Benner Philipp, Vingron Martin
Department of Computational Molecular Biology, Max Planck Institute for Molecular Genetics, Ihnestraße 73, 14195 Berlin, Germany.
NAR Genom Bioinform. 2021 Oct 27;3(4):lqab095. doi: 10.1093/nargab/lqab095. eCollection 2021 Dec.

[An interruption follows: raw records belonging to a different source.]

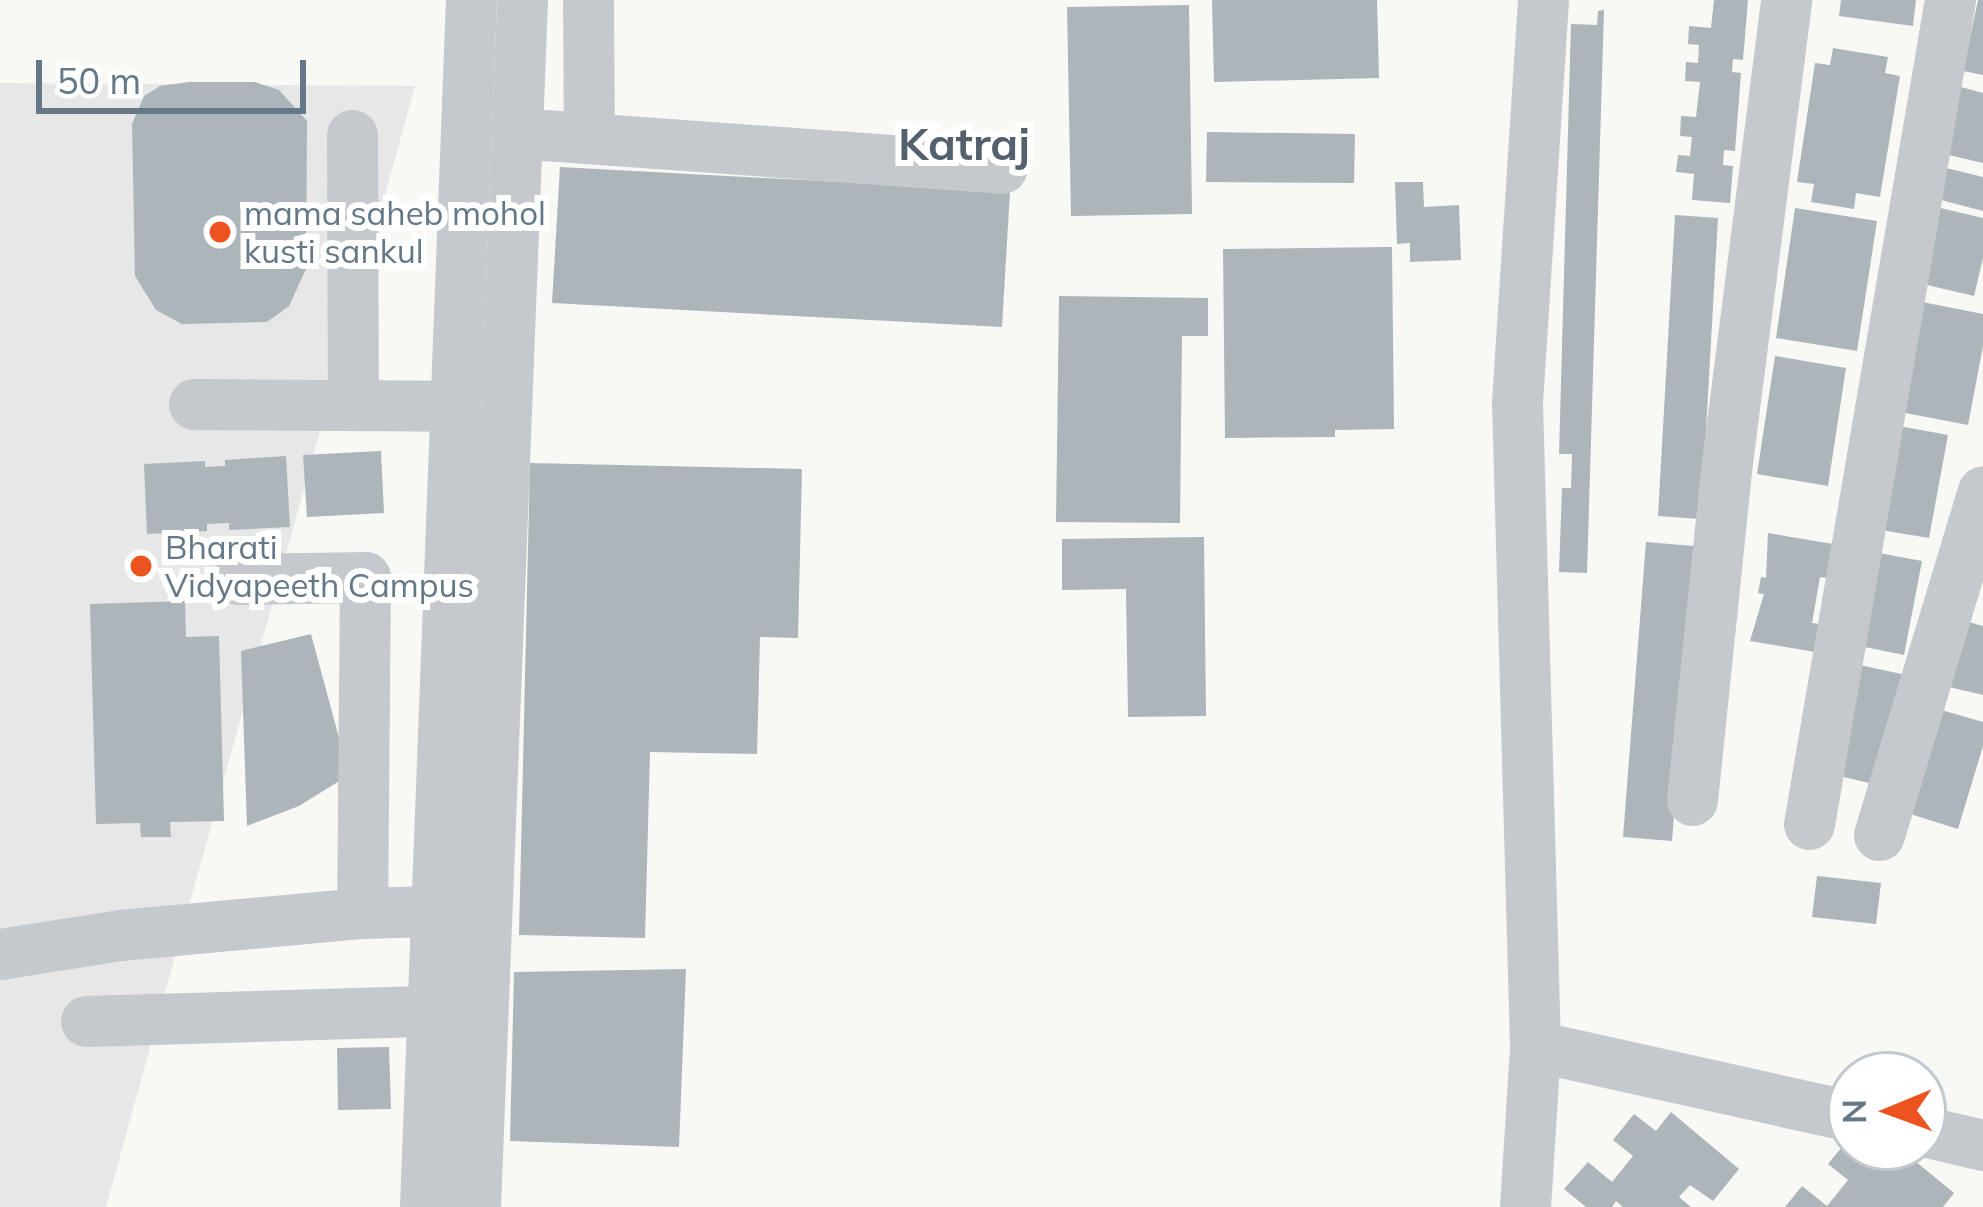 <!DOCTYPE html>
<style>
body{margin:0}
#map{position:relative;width:1983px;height:1207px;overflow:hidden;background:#f8f8f5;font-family:Mulish,sans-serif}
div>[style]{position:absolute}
.built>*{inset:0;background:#e6e7e6}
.building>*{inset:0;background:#acb5ba}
.minor>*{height:51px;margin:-25.5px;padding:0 25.5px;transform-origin:25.5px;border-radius:25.5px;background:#c5c9cd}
.dots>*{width:33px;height:33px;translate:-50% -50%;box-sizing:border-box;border:6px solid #fff;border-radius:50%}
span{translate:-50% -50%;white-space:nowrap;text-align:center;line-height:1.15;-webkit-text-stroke:12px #fff;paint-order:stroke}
.poi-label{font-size:33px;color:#657888}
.left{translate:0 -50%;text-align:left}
.district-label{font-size:45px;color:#54616c;font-weight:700}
.north{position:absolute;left:1827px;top:1051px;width:120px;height:120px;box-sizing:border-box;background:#fff;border:3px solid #c1c9cf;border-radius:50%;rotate:269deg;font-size:33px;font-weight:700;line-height:48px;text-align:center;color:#657888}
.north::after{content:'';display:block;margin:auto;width:42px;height:54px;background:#ec5321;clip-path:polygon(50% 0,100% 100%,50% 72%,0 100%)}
.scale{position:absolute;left:36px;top:60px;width:270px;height:54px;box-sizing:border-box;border:6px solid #657888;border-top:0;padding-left:15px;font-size:36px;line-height:42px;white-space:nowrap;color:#657888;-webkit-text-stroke:9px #fff;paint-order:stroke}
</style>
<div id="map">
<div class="built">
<div style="clip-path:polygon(0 83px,415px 86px,106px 1207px,0 1207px)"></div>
</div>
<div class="building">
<div style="clip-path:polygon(1212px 0,1377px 0,1379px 78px,1214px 82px)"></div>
<div style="clip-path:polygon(1714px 0,1748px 0,1743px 60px,1733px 59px,1732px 72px,1741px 73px,1735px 151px,1724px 150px,1723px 165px,1733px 166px,1730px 203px,1692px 200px,1694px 174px,1676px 172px,1678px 155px,1690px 156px,1692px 137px,1680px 136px,1681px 116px,1696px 117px,1700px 82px,1685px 81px,1686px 62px,1698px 63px,1699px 45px,1688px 44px,1689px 26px,1711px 28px)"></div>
<div style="clip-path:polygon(1841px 0,1916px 0,1913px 26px,1839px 16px)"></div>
<div style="clip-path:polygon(1978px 0,1983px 0,1983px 75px,1963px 71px)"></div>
<div style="clip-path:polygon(1189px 5px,1192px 214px,1071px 216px,1067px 7px)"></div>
<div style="clip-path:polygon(1604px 10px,1587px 573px,1559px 572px,1562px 488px,1571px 488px,1572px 454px,1559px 454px,1571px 24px,1597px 25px,1598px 11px)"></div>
<div style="clip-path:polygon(1833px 48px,1888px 57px,1885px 73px,1900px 76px,1880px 197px,1856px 193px,1854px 209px,1811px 202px,1814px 184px,1797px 182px,1815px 63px,1830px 65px)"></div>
<div style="clip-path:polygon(189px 82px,255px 82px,279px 90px,307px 121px,306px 269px,289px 306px,267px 322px,182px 324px,156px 310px,135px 276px,132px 124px,144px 96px,160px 86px)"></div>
<div style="clip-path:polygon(1961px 87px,1983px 93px,1983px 163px,1945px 154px)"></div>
<div style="clip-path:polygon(1207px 132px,1355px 134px,1354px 183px,1206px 182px)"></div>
<div style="clip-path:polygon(1930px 164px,1983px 177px,1983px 211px,1922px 195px)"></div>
<div style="clip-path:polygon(560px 167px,1010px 191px,1002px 327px,552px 303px)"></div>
<div style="clip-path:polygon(1395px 182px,1423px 182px,1424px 207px,1459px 205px,1461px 260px,1410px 262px,1410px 243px,1397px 244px)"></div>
<div style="clip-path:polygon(1928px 205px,1983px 218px,1983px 258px,1974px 296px,1910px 281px)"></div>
<div style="clip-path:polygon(1795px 208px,1877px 221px,1857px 351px,1776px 338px)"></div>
<div style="clip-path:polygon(1675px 215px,1718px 218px,1701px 519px,1658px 516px)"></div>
<div style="clip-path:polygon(1392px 247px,1394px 429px,1335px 430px,1335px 437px,1225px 438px,1223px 249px)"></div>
<div style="clip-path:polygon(1059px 296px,1208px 298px,1208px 336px,1182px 336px,1180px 523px,1056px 522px)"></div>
<div style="clip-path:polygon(1917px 301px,1983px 314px,1983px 346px,1968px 425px,1895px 411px)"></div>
<div style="clip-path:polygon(1775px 356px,1846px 368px,1828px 486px,1757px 474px)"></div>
<div style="clip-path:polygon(1888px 424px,1948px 435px,1929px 538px,1869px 528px)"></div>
<div style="clip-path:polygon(381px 451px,384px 513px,307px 517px,303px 455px)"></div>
<div style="clip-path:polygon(286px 456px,290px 527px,229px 530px,229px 523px,207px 524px,207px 531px,147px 534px,144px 464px,205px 461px,205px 467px,225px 466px,225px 460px)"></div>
<div style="clip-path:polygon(530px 463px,802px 469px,798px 638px,760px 637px,757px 754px,650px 752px,645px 938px,519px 935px)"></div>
<div style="clip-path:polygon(1768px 533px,1833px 544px,1827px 578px,1820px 577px,1812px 623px,1820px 624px,1815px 652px,1750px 641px,1764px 594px,1758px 593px,1761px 577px,1766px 578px)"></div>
<div style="clip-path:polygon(1204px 537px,1206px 716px,1128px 717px,1126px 589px,1062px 590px,1062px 539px)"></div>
<div style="clip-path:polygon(1646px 542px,1694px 546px,1672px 841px,1623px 837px)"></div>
<div style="clip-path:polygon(1868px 551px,1922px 561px,1904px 655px,1850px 644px)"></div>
<div style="clip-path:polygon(185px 601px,186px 637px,219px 636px,224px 821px,170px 822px,171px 837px,141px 837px,140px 823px,96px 824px,90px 604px)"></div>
<div style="clip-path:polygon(1965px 621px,1983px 626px,1983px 695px,1949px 687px)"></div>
<div style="clip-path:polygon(311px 634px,349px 775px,299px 806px,247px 826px,241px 651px)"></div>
<div style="clip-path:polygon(1855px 664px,1911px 676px,1886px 787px,1831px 774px)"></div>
<div style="clip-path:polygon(1938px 709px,1983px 722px,1983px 746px,1958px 829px,1907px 813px)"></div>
<div style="clip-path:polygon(1817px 876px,1881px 883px,1876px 924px,1812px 917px)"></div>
<div style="clip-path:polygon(686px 969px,679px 1147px,510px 1141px,514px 972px)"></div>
<div style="clip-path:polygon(389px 1047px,391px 1109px,338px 1110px,337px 1048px)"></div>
<div style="clip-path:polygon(1671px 1112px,1739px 1169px,1713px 1201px,1690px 1185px,1679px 1197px,1691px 1207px,1623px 1207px,1616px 1201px,1612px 1207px,1586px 1207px,1564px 1189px,1588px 1162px,1612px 1182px,1633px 1156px,1613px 1140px,1634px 1114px,1656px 1131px)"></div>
<div style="clip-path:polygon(1851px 1136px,1851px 1147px,1870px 1156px,1878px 1147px,1898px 1147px,1954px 1193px,1943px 1207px,1785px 1207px,1802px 1186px,1827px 1206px,1848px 1180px,1828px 1164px)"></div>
</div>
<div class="minor">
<div style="left:588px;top:0;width:138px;rotate:89.6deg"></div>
<div style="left:516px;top:133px;width:487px;rotate:4.1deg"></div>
<div style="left:352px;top:135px;width:270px;rotate:89.8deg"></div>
<div style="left:194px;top:404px;width:259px;rotate:0.4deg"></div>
<div style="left:237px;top:579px;width:128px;rotate:-0.9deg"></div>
<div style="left:365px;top:577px;width:336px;rotate:90.5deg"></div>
<div style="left:1692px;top:800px;width:332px;rotate:-84.1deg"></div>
<div style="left:1726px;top:470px;width:474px;rotate:-82.7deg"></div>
<div style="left:1809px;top:824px;width:836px;rotate:-80.29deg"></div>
<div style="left:1879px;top:835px;width:359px;rotate:-73.2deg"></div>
<div style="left:0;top:954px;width:121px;rotate:-9deg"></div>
<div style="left:120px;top:935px;width:243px;rotate:-5.2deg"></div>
<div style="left:362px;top:913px;width:103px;rotate:-1.7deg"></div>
<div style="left:86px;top:1021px;width:376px;rotate:-1.7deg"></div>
<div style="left:1535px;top:1046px;width:324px;rotate:12.5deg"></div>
<div style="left:1923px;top:1131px;width:62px;rotate:13.1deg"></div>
<div style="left:425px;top:1207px;width:1208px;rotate:-87.82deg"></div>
<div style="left:475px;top:1207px;width:1208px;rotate:-87.77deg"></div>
<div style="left:1525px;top:1207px;width:161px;rotate:-86.4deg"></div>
<div style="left:1535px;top:1046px;width:644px;rotate:-91.6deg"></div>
<div style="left:1517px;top:402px;width:403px;rotate:-86.3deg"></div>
</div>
<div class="dots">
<div style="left:220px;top:232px;background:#ec5321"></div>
<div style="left:141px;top:566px;background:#ec5321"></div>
</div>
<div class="poi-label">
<span class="left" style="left:244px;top:232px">mama saheb mohol<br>kusti sankul</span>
<span class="left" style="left:165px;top:566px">Bharati<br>Vidyapeeth Campus</span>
</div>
<div class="district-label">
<span style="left:964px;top:144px">Katraj</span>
</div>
<div class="north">N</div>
<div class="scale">50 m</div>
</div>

Recent efforts to measure epigenetic marks across a wide variety of different cell types and tissues provide insights into the cell type-specific regulatory landscape. We use these data to study whether there exists a correlate of epigenetic signals in the DNA sequence of enhancers and explore with computational methods to what degree such sequence patterns can be used to predict cell type-specific regulatory activity. By constructing classifiers that predict in which tissues enhancers are active, we are able to identify sequence features that might be recognized by the cell in order to regulate gene expression. While classification performances vary greatly between tissues, we show examples where our classifiers correctly predict tissue-specific regulation from sequence alone. We also show that many of the informative patterns indeed harbor transcription factor footprints.
近期在多种不同细胞类型和组织中测量表观遗传标记的努力,为深入了解细胞类型特异性调控格局提供了线索。我们利用这些数据来研究增强子的DNA序列中是否存在表观遗传信号的相关物,并通过计算方法探索这种序列模式在多大程度上可用于预测细胞类型特异性调控活性。通过构建预测增强子在哪些组织中活跃的分类器,我们能够识别细胞可能识别的序列特征,以便调控基因表达。虽然不同组织之间的分类性能差异很大,但我们展示了一些例子,其中我们的分类器仅根据序列就能正确预测组织特异性调控。我们还表明,许多信息性模式确实含有转录因子足迹。